WHAT YOU NEED TO DO | Determine how many lines in the records below contain "bubble", then state that number alone.

PROVIDED RECORDS |
===============

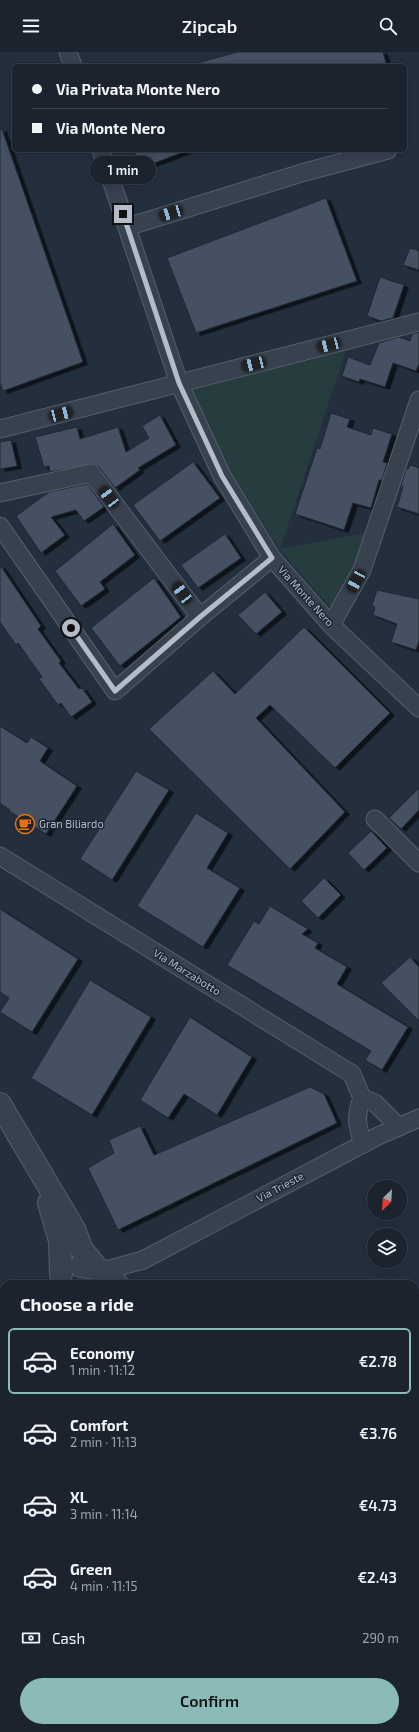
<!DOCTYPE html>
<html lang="en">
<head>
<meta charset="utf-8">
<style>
  body { margin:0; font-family:"Exo 2",sans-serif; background:#282f3a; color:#f1f3f6; height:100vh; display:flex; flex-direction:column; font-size:15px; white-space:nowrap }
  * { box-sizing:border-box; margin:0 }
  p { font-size:13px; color:#a0a4aa }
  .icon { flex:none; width:22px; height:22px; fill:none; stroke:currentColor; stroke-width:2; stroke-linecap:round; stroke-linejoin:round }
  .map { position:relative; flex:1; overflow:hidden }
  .side { position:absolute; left:0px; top:1228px; width:419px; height:452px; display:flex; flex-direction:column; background:#1b232e; border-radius:12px 12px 0 0; box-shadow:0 2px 10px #0003,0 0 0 1px #39404a }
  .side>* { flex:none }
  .banner { position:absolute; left:12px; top:12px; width:395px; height:88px; border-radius:6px; box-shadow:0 2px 10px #0003,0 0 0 1px #39404a; display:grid; align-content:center; height:88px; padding:0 20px; background:#1b232e }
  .needle { width:26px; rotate:205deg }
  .tools { position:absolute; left:367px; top:1128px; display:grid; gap:8px }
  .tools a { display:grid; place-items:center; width:40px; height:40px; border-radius:50%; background:#1b232e; box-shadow:0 2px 10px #0003,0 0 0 1px #39404a; font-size:20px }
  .end { position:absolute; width:18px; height:18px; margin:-9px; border:5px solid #b4bcc9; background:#111; box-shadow:0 0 0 2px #111 }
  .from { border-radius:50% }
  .bubble { position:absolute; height:28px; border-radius:14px; background:#1b232e; box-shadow:0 2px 10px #0003,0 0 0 1px #39404a; font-size:13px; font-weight:600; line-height:28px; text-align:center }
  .car { position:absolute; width:12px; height:24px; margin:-12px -6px; border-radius:5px; box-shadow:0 0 3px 1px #0007; background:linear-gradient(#222 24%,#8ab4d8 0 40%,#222 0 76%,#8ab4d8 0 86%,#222 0) }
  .banner b { display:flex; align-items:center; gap:14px; height:38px; font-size:15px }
  .banner b+b { border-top:1px solid #39404a }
  .banner i { width:10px; height:10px; background:#f1f3f6 }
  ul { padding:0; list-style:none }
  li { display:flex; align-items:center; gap:12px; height:66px; margin:0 8px 6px; padding:0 12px; border:2px solid transparent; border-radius:6px }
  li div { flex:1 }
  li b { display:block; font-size:15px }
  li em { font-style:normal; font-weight:600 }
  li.active { border-color:#8bbbb9 }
  li>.icon { width:36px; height:36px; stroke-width:1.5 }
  h2 { padding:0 20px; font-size:18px; line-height:48px }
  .pay { display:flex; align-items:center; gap:10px; height:44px; padding:0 20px; font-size:15px }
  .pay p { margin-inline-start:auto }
  .primary-button { display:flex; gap:8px; margin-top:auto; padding:8px 20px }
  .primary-button a { flex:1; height:46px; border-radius:24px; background:#8bbbb9; color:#111; font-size:16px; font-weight:600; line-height:46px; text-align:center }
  header { display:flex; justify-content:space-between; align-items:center; height:52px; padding:0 20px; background:#1b232e; font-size:18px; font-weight:600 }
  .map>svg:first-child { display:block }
  .green { fill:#263c3f }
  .building { fill:#455162; stroke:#1f2835; filter:url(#shadow) }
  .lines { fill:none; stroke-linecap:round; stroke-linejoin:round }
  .minor-casing { stroke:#565f6c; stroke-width:19 }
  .tertiary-casing { stroke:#565f6c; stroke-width:24 }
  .minor { stroke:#38414e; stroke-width:17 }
  .tertiary { stroke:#38414e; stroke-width:22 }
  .route { stroke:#b4bcc9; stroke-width:5 }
  .labels { text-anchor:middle; stroke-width:3; stroke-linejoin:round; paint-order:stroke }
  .street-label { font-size:11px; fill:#b4bcc9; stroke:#1d2633 }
  .poi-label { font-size:11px; fill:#b4bcc9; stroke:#1d2633; text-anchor:start }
</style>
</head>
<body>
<header><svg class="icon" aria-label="menu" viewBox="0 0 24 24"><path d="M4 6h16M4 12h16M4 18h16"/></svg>Zipcab<svg class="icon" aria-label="search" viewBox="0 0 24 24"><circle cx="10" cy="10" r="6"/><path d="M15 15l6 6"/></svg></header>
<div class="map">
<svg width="419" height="1680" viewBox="0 0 419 1680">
  <defs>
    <filter id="shadow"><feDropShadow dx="4.5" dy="2.5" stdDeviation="0" flood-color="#0009"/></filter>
  </defs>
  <rect width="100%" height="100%" fill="#242f3e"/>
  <!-- green -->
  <g class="green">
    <polygon points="346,298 280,497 375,479 337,563 280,498 229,418 193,338"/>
    <polygon points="0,1297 4,1297 4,1437 0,1438"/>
    <polygon points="79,1676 178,1676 179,1680 79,1680"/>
  </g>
  <!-- building -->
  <g class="building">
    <polygon points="238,0 383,0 387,14 201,14 201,10"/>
    <polygon points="2,77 83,310 3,339 0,331 0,78"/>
    <polygon points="134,98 186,98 186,99 139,117"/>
    <polygon points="326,146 357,229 196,281 167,206"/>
    <polygon points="410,196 419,199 419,218 403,213"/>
    <polygon points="380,225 404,233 393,266 381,269 367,264"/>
    <polygon points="419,280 419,312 416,319 393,311 385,335 360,327 359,330 342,324 348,305 370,313 379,291 399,285 410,289 412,282"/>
    <polygon points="331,361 350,367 347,375 371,383 373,376 392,382 383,410 387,411 382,428 379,428 371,456 353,451 344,478 295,462 317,396 320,397"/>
    <polygon points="160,363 176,393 138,416 140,418 115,436 99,415 94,412 50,420 49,414 44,415 35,385 77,375 80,387 118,375 126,400 149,386 142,374"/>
    <polygon points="11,388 17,414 0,417 0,390"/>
    <polygon points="193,410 220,446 160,489 133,453"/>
    <polygon points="410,413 419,416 419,462 397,455 403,435 401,434 406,417 408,417"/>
    <polygon points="87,432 104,455 84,469 76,458 51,465 65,483 41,501 16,464 49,440"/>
    <polygon points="113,472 135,503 100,530 105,537 81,554 55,519"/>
    <polygon points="225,482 241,506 198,536 181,513"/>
    <polygon points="0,513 41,574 38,577 61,609 59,611 79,637 82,636 92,650 71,665 61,651 58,653 39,627 42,625 18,591 16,593 0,570"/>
    <polygon points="154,526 181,565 120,614 91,576"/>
    <polygon points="377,538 419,547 419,589 416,598 391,590 397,572 373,563 375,555 372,553"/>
    <polygon points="265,540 282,560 256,582 238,563"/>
    <polygon points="304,575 390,661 335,716 270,653 256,666 345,760 290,817 149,677 213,619 235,642"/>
    <polygon points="0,674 27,691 31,685 48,696 40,709 77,734 46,782 9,759 10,758 0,751"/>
    <polygon points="136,719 169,738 112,828 80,807"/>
    <polygon points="419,736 419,758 401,777 389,766"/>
    <polygon points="196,761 228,781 207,816 240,836 203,895 137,854"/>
    <polygon points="371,779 387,796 364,818 348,801"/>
    <polygon points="324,826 341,843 318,866 301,849"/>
    <polygon points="270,854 308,877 302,882 318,891 315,896 347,915 337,932 408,975 382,1018 365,1008 371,999 227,913 254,869 259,872"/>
    <polygon points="0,857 78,907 32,980 0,960 9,946 0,940"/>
    <polygon points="410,905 419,915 419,969 381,931"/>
    <polygon points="90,928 151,965 92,1063 31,1026"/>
    <polygon points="190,965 252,1005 217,1063 184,1042 168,1066 140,1048"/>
    <polygon points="310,1035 324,1042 337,1071 118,1178 88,1116 114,1101 109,1088 140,1074 154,1103"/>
  </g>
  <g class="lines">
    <defs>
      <g id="minor">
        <polyline points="68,0 73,14"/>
        <polyline points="101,98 179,331 222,424 272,506 331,573 419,656"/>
        <polyline points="127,175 305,120 388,98"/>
        <polyline points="0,377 419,270"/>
        <polyline points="0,441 91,421 200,565"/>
        <polyline points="0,474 115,639 200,565 272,506"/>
        <polyline points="331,573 362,518 419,348"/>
        <polyline points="375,767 419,811"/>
        <polyline points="0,804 352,1022 362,1046"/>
        <polyline points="362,1046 375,1051 399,1075"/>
        <path d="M 362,1046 C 355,1065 357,1073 363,1092"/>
        <polyline points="103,1219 143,1208 378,1084 419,1066"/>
        <polyline points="0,1604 4,1603"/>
      </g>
      <g id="tertiary">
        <polyline points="0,1052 74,1177 82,1198 96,1215"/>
        <polyline points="49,1151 60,1189 61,1222"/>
        <path d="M 81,1214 C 97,1215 107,1219 117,1232"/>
        <polyline points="0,1278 4,1276"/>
        <polyline points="209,1676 210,1680"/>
      </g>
    </defs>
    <!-- minor casing -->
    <use href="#minor" class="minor-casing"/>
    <!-- tertiary casing -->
    <use href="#tertiary" class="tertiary-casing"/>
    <!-- minor -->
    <use href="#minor" class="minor"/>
    <!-- tertiary -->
    <use href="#tertiary" class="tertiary"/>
  </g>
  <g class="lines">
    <!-- route -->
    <polyline class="route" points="71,576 115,639 200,565 272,506 222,424 179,331 123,162"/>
  </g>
  <!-- icons -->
  <defs>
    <symbol id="cafe-ring" viewBox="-11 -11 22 22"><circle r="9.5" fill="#1d2633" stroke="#e8710a" stroke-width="1.5"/><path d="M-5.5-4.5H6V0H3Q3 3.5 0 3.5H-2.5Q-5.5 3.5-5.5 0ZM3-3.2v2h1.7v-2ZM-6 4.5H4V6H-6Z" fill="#e8710a"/></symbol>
  </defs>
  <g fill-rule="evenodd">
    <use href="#cafe-ring" x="14" y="761" width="22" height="22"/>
  </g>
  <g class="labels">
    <!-- street labels -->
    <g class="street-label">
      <text transform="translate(306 544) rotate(48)" y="4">Via Monte Nero</text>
      <text transform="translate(187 920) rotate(32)" y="4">Via Marzabotto</text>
      <text transform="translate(280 1135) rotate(-28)" y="4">Via Trieste</text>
    </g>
    <!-- poi labels -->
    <g class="poi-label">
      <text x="39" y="776">Gran Biliardo</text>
    </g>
  </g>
</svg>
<div class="tools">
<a><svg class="needle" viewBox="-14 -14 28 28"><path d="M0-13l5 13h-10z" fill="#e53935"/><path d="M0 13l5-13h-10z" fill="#a0a4aa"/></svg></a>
<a><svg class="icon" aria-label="layers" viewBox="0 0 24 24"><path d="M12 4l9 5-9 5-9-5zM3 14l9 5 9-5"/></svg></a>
</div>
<i class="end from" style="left:71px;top:576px"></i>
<i class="end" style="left:123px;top:162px"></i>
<div class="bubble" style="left:90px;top:104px;width:66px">1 min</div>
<i class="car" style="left:171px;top:161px;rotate:253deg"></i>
<i class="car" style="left:329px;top:293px;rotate:255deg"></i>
<i class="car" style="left:254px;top:312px;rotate:256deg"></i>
<i class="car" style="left:61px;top:362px;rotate:76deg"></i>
<i class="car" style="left:109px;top:445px;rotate:323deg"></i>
<i class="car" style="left:356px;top:529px;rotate:209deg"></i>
<i class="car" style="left:182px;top:541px;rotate:323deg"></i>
<div class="banner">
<b><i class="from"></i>Via Privata Monte Nero</b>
<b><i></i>Via Monte Nero</b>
</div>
<section class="side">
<h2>Choose a ride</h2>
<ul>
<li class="active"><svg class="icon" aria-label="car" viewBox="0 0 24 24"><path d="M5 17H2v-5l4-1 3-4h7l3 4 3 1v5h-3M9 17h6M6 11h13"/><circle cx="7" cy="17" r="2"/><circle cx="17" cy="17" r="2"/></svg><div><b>Economy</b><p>1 min · 11:12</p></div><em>€2.78</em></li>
<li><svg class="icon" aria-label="car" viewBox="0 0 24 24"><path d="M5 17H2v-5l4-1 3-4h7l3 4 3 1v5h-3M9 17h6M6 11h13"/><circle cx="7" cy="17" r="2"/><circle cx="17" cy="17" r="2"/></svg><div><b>Comfort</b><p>2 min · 11:13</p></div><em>€3.76</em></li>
<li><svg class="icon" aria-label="car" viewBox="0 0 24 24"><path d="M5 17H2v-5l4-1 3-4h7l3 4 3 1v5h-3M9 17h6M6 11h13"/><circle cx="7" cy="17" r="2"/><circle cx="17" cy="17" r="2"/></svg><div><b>XL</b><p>3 min · 11:14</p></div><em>€4.73</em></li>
<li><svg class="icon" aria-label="car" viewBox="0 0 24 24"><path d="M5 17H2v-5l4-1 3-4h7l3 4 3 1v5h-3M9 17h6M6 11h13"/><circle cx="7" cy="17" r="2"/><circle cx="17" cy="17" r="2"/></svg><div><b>Green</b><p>4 min · 11:15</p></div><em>€2.43</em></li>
</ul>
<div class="pay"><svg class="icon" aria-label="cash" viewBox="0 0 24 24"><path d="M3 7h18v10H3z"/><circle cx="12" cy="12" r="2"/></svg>Cash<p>290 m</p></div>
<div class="primary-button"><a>Confirm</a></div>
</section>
</div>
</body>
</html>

===============

SOLUTION FOR THIS EXERCISE | 2